■ What is expected
Which lines of the records below contain the string "function"? Report each of them.

■ Exercise materials
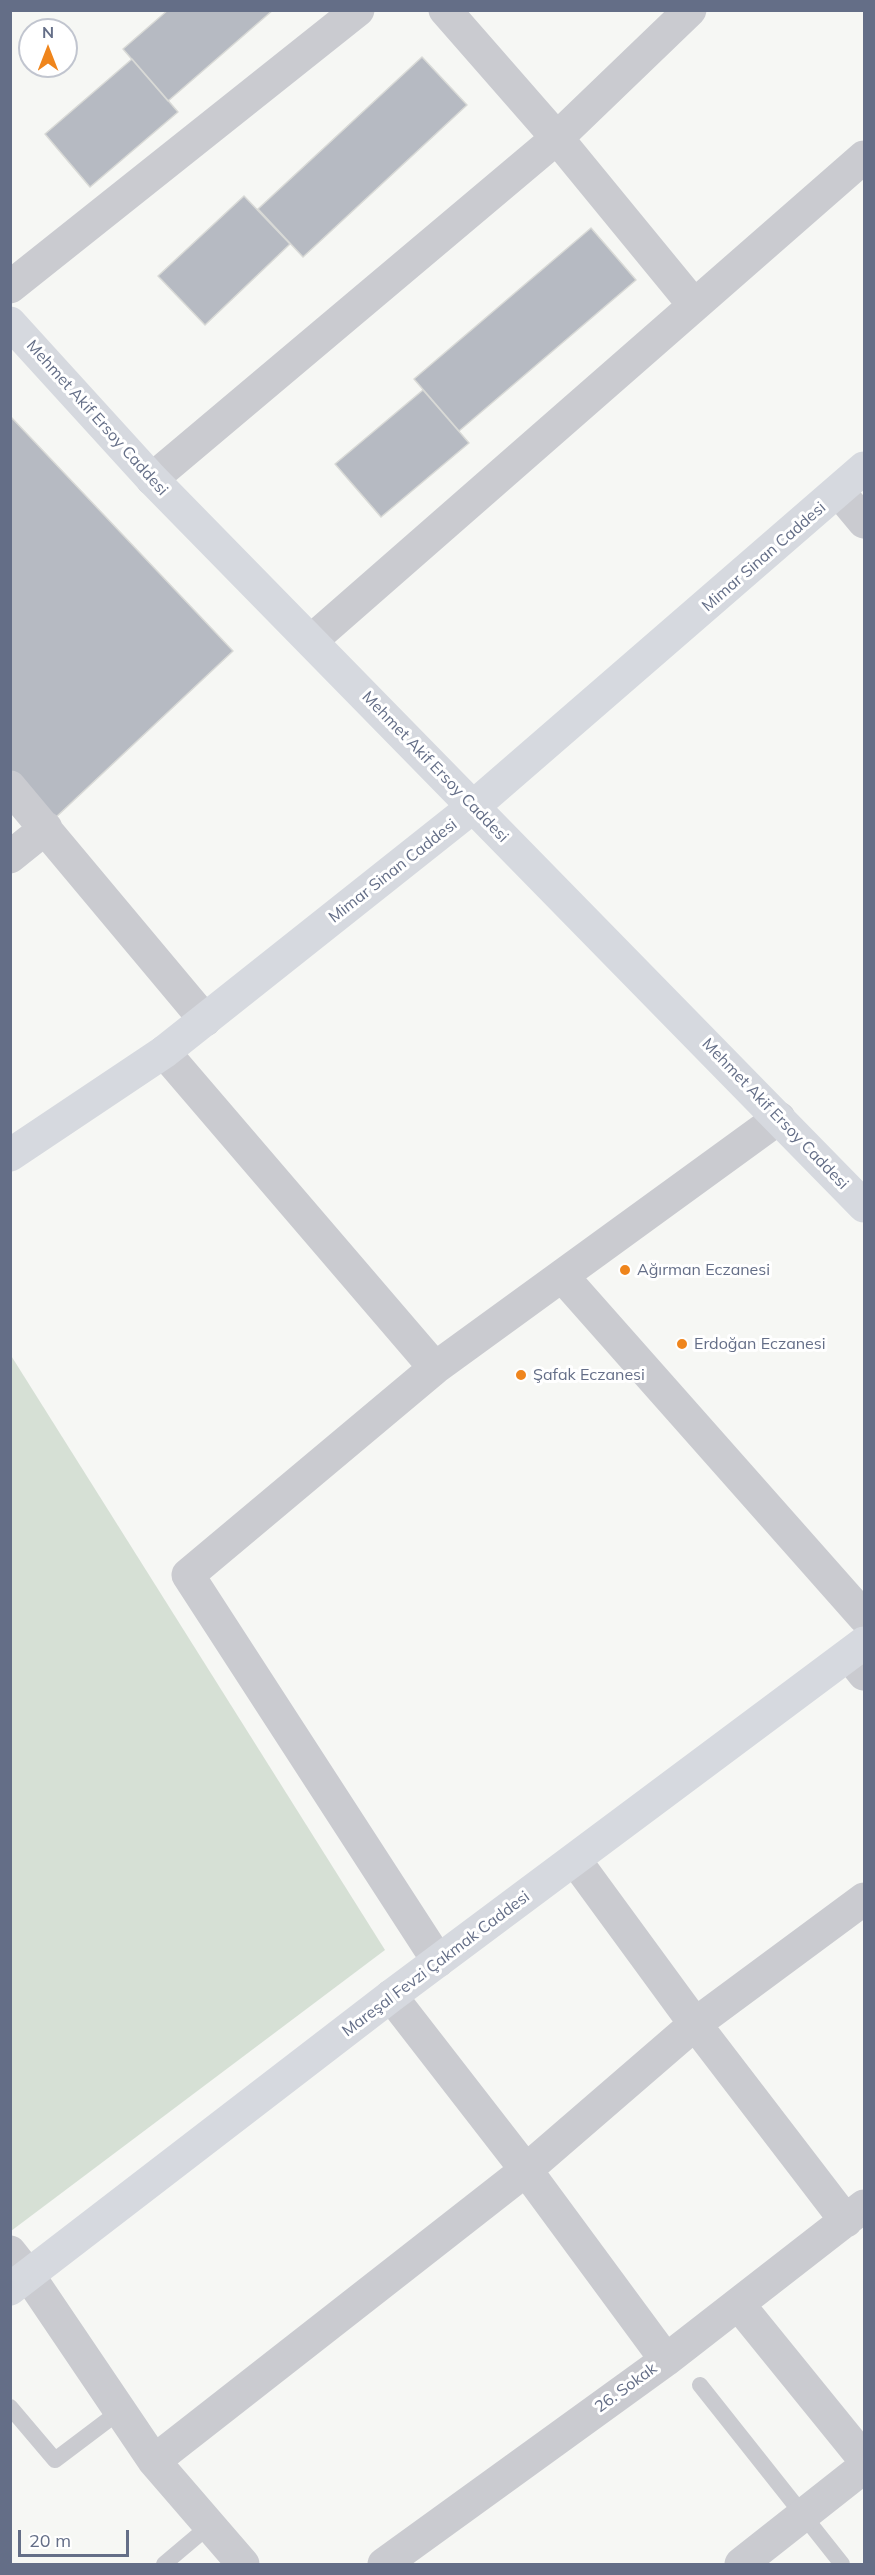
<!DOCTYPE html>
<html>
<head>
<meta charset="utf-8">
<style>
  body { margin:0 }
  #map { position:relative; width:875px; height:2575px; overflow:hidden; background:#f6f7f4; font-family:Mulish,sans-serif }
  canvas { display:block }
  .frame { position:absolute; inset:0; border:12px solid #646e87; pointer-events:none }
  .north { position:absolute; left:18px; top:18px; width:60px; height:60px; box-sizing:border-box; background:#fff; border:2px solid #c1c5cf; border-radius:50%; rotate:0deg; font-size:16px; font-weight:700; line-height:24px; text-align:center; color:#646e87 }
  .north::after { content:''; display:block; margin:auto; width:21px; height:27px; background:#ef851c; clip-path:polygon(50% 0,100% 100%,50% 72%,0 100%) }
  .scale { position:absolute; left:18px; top:2530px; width:111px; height:27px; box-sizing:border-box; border:3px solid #646e87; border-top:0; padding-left:8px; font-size:18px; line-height:21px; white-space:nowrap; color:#646e87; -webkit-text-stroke:4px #fff; paint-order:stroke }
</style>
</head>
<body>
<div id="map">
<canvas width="875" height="2575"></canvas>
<div class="frame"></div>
<div class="north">N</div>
<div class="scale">20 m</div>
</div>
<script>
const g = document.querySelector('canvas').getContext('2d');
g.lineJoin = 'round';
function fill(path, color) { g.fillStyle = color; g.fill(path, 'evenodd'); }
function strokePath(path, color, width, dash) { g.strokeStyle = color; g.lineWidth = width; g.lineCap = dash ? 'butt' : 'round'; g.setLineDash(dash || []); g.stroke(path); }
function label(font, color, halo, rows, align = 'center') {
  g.font = font + ' Mulish,sans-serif'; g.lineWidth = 6; g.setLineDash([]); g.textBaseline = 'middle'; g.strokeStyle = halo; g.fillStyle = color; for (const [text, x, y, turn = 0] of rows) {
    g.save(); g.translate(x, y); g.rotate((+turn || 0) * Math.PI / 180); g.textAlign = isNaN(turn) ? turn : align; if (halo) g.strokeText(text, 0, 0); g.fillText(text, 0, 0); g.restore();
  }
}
fill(new Path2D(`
  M10,1354L385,1950L11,2231H10Z`), '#d6e0d5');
const building = new Path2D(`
  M168,10H273L168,101L123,49Z
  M422,57L467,105L303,257L258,209Z
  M132,59L178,112L90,187L45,134Z
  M244,196L290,244L205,325L158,276Z
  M591,228L636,280L459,431L414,379Z
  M423,390L469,443L381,517L335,464Z
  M10,416L233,651L55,818L10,771Z`);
fill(building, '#b6bac2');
strokePath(building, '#d8d9d6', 1.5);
strokePath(new Path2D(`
  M700,2385L842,2564
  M10,2407L55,2460L120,2411
  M164,2564L209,2526`), '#cacbd0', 16);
strokePath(new Path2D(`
  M445,10L557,138L694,305
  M10,287L358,10
  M152,479L557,138L690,10
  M839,492L864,522
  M312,640L864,157
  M10,787L205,1020
  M10,857L46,828
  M164,1052L435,1368L779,1118
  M563,1277L864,1617
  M435,1368L188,1575L438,1961
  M849,1655L864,1674
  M575,1860L695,2024L846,2221
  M391,1996L526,2170L666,2360
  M10,2252L29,2276L154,2461L243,2564
  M739,2305L864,2459
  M154,2461L526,2170L695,2024L864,1899
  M384,2564L666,2360L864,2206
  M741,2564L864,2467`), '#cacbd0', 33);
strokePath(new Path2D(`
  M10,323L152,479L864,1206
  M10,1155L164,1052L474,806L864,468
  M10,2289L391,1996L864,1643`), '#d6d9df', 33);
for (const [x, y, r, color] of [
  [625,1270,6,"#ef851c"],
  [682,1344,6,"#ef851c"],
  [521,1375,6,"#ef851c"]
]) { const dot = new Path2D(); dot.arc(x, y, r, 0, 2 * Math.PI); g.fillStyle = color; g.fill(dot); strokePath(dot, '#fff', 2); }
label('16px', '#646e87', '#fff', [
  ["Mehmet Akif Ersoy Caddesi",97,418,48],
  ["Mimar Sinan Caddesi",764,557,-41],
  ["Mehmet Akif Ersoy Caddesi",435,767,46],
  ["Mimar Sinan Caddesi",393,871,-38],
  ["Mehmet Akif Ersoy Caddesi",775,1114,46],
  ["Mareşal Fevzi Çakmak Caddesi",436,1964,-37],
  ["26. Sokak",626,2388,-36]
]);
label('16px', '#646e87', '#fff', [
  ["Ağırman Eczanesi",637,1270],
  ["Erdoğan Eczanesi",694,1344],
  ["Şafak Eczanesi",533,1375]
], 'left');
</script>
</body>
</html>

■ Final answer
function fill(path, color) { g.fillStyle = color; g.fill(path, 'evenodd'); }
function strokePath(path, color, width, dash) { g.strokeStyle = color; g.lineWidth = width; g.lineCap = dash ? 'butt' : 'round'; g.setLineDash(dash || []); g.stroke(path); }
function label(font, color, halo, rows, align = 'center') {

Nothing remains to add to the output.